Referencias como as anteriores são muito communs entre as pessoas que visitaram a India.
Sir William Sleeman investigou o assumpto nos principios do seculo passado; porém, como então abundavam muito os lobos, era mui frequente que devorassem creanças, até o ponto de que muitas pessoas se dedicassem á busca, nas covas dos lobos das joias com que se adornavam os meninos hindús.
Sir W. Sleeman achou pouco provavel que os lobos criassem as crianças.
Acredita-se, de preferencia, que os pequenos encontrados nas selvas tenham sido abandonados em épocas de fome e se tenham convertido em selvagens.

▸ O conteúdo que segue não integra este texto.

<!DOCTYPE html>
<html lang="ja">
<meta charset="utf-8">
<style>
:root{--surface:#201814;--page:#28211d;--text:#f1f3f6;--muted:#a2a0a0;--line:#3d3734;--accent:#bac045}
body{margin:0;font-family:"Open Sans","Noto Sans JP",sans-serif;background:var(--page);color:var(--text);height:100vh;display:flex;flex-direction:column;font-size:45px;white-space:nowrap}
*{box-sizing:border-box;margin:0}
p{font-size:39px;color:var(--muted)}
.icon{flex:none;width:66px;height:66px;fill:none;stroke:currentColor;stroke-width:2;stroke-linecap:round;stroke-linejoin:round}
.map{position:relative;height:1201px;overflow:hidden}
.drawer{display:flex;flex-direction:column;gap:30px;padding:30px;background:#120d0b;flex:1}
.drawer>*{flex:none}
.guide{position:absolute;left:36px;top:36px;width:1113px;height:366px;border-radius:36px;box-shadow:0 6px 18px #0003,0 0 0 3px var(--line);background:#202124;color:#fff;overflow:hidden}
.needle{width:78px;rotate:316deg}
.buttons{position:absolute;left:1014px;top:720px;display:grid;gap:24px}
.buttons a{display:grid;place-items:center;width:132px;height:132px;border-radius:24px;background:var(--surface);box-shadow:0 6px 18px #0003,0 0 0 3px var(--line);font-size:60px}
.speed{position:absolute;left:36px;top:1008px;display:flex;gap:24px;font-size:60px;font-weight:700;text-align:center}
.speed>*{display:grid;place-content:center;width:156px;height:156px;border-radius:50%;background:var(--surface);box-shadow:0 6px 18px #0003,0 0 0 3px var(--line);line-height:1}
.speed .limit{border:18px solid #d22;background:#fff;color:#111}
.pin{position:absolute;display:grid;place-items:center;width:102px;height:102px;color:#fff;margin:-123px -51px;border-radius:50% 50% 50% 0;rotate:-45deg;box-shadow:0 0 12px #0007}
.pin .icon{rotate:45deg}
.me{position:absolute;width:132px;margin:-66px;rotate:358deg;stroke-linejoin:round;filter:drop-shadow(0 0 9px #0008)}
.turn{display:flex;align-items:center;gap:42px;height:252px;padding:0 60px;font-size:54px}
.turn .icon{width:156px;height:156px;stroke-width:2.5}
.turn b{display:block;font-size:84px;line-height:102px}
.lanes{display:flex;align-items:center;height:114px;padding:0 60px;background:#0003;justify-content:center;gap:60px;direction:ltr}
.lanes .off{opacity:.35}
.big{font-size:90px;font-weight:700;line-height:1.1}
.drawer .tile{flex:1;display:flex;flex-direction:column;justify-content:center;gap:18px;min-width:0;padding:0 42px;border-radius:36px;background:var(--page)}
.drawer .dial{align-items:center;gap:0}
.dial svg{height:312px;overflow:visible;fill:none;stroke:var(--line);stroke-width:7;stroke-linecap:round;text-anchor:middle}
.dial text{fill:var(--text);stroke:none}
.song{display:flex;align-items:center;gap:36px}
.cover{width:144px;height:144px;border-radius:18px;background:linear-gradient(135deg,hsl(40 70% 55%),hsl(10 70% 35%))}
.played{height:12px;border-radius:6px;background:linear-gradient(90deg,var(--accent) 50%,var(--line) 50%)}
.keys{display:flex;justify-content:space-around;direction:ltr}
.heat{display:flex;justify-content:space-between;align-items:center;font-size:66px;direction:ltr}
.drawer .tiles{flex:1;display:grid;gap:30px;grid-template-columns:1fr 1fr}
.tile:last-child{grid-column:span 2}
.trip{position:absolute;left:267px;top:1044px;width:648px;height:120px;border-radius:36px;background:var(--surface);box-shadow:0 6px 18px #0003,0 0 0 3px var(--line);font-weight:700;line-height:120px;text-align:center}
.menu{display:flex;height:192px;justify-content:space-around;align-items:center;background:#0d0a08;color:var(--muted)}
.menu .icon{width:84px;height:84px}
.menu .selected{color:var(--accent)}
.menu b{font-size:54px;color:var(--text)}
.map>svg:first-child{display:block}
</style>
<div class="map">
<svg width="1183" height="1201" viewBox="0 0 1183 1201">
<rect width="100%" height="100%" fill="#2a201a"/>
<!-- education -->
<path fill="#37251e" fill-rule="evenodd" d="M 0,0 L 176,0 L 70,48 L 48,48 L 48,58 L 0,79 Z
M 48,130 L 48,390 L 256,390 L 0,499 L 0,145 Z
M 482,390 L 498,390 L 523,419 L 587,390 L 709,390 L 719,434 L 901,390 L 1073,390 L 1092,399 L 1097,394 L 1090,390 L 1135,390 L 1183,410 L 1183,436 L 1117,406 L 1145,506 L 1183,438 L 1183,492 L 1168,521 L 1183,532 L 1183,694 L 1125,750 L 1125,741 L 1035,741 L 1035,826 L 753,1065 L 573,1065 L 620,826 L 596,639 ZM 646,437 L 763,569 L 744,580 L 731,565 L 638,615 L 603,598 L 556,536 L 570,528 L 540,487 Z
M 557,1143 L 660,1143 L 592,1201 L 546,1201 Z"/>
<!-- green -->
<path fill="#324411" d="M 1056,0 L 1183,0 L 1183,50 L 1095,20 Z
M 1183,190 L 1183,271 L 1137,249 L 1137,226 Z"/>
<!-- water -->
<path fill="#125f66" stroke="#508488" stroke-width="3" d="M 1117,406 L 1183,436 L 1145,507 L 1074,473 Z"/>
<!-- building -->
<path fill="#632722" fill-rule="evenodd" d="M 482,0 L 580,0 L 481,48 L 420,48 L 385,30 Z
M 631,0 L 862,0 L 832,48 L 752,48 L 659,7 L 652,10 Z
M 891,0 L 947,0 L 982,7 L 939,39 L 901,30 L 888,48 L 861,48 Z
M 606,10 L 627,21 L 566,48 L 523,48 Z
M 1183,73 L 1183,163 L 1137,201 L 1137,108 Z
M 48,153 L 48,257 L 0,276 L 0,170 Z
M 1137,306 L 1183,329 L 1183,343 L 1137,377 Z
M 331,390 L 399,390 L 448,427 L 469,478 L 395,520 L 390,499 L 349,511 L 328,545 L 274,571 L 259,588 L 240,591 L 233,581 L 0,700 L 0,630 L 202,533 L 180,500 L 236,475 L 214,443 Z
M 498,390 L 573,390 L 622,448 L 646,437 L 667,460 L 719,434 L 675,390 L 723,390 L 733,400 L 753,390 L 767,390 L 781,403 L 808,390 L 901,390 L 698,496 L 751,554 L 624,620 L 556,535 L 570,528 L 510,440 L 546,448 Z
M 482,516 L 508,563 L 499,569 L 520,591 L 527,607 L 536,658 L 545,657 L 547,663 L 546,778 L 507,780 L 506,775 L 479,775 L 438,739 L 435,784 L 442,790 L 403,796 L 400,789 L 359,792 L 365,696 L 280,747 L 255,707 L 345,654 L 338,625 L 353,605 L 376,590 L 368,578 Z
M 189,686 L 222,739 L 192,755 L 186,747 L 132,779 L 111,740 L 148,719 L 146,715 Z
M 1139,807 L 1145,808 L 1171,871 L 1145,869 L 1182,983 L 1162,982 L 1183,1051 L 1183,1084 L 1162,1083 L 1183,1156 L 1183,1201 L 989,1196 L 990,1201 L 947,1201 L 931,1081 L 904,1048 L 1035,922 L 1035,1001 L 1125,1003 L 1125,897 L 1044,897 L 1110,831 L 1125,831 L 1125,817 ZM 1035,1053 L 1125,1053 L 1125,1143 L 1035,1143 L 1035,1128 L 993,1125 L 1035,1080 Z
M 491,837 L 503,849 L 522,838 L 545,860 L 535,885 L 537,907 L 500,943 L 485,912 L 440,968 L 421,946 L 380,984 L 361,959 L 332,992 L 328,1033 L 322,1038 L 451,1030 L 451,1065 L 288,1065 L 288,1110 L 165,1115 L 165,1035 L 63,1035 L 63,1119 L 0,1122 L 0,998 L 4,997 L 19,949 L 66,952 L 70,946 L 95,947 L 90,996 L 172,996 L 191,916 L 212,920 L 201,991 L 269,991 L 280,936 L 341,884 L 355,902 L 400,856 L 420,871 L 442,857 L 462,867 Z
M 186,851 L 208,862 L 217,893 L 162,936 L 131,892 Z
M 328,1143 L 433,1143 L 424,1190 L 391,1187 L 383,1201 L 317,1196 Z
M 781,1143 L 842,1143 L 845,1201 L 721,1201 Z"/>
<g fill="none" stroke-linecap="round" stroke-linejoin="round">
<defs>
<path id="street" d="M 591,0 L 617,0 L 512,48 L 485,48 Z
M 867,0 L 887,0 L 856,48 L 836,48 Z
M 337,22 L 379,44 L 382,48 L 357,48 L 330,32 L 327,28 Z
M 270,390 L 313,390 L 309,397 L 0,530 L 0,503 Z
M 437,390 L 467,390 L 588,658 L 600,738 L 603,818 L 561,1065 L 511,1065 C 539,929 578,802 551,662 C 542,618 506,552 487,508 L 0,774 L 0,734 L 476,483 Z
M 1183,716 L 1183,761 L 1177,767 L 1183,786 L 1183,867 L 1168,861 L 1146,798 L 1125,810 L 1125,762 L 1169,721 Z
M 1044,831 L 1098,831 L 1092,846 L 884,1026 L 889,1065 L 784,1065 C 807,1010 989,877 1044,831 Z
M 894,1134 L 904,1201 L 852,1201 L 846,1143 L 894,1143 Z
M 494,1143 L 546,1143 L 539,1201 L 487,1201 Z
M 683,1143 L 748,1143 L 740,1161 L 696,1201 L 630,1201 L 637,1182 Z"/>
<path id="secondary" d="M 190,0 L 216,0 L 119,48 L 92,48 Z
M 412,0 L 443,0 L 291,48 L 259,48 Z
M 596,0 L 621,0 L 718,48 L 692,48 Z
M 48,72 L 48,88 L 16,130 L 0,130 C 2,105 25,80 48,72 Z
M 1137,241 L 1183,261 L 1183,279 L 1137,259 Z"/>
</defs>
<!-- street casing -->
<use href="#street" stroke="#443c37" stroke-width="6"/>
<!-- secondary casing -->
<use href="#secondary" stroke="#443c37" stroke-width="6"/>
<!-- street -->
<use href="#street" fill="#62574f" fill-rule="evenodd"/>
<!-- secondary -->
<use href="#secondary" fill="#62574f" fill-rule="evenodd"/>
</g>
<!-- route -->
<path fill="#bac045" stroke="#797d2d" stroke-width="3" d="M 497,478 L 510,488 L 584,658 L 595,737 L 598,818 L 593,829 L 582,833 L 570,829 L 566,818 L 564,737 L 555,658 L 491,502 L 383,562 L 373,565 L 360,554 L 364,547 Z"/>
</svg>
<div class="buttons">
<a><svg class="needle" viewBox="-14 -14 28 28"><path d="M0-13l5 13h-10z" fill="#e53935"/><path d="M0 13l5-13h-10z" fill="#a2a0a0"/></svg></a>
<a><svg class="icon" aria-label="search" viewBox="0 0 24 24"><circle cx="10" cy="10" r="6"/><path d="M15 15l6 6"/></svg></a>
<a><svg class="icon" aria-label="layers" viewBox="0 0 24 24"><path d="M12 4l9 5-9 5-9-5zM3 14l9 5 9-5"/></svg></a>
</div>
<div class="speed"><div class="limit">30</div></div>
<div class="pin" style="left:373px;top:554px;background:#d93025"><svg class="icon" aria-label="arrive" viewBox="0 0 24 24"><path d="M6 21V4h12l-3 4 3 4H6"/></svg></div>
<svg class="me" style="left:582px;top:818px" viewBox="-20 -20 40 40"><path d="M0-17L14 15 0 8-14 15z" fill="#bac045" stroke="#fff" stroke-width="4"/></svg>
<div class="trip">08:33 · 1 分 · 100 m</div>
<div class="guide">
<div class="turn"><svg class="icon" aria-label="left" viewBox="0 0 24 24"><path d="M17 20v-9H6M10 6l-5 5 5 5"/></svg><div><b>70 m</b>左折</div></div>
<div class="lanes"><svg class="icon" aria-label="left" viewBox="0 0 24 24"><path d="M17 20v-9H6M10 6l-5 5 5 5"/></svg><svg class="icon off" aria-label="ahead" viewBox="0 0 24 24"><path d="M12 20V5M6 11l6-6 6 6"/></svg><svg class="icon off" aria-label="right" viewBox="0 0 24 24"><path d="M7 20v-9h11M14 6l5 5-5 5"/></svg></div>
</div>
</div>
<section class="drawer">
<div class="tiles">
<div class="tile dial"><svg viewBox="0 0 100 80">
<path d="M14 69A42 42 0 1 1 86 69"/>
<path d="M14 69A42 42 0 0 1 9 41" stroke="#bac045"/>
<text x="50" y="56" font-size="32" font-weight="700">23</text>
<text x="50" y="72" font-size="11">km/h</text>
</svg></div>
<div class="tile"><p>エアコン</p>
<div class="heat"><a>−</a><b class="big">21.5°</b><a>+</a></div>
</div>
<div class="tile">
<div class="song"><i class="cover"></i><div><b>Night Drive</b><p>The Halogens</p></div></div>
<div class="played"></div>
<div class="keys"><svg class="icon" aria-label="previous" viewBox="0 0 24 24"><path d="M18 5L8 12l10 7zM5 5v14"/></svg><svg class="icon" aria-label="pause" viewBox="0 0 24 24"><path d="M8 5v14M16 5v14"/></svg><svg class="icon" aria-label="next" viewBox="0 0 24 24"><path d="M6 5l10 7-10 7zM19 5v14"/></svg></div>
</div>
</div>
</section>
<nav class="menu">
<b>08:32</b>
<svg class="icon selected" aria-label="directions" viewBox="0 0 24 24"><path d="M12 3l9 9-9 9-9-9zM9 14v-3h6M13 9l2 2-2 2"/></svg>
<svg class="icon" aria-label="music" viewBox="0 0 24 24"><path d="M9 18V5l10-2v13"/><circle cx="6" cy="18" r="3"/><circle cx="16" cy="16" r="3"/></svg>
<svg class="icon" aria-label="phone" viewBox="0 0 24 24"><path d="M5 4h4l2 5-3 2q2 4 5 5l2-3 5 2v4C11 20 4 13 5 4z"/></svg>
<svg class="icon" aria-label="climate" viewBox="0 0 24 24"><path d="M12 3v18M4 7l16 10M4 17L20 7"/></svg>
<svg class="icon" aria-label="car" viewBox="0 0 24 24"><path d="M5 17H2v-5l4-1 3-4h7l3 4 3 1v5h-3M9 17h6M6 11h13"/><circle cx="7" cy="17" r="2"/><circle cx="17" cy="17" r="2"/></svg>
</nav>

Hoje, ha quem supponha que sejam crianças nascidas idiotas e abandonadas pelos proprios paes, porque as julgavam possuidas pelo demonio - segundo uma superstição dos orientaes - e que, para se livrarem da justiça, inventaram a historia dos lobos.
Muita gente não crê na veracidade destas historias, porque ainda não se circumstancia, se esquece de devoral-a immediatamente, e a creança, deu o caso de que o descobridor de um lobis-homem tenha sido um europeu, mas sim, sempre um indio.
Ha muitos factos, sem duvida, que confirmam estas lendas dos lobis-homens.
Chama a attenção o facto destas crianças comerem carne crua, de preferencia a qualquer outro alimento, quando o facto logico de uma criança abandonada, seria sua paixão pelas fructas, que tanto abundam nas selvas do Hindostão. Uma criança abandonada preferiria sempre estas áquelas.
Os dentes longos e ponteagudos demonstram até á evidencia que sua alimentação preferida e unica seja a carne.
Por outro lado, uma creança caminharia sempre de pé e nunca como os quadrupedes, como todas as que foram encontradas.
Ha um antecedente, sem duvida, que destróe a opinião de alguns, de que se trata de uma lenda dos indios, pois as descobertas têm sido feitas em épocas distinctas e em regiões distinctas.
Seria quasi impossivel um accôrdo, então, para referir o mesmo com detalhes exactamente eguaes.
Um indio, Raj Washwa Sal, explicou este caso do modo seguinte:
"Uma loba rouba uma creança e leva-a para sua cova. Por qualquer misturada com os lobinhos, adquire seu cheiro e isso impede que a loba o distinga de seus proprios filhos. Depois a creança é ammamentada pela loba e fica assim incorporada para sempre na familia do lobo".
A lenda de Romulo e Remo prova que, antigamente, quando os homens e os animaes viviam com mais familiaridade, tambem se acreditava em lobos que criavam creanças.
Porém, tanto Romulo, como Mowgli, o personagem da lenda de Kipling, "Jungle Book", são apresentados como jovens formosos, dotados de uma grande intelligencia e força creadora.
Os casos que foram encontrados são, desgraçadamente, de creanças idiotas, que jamais recobram a intelligencia.
Seria extraordinariamente interessante que uma creança-lobo apprendesse a falar e raciocinar e nos pudesse explicar a psychologia dos animaes.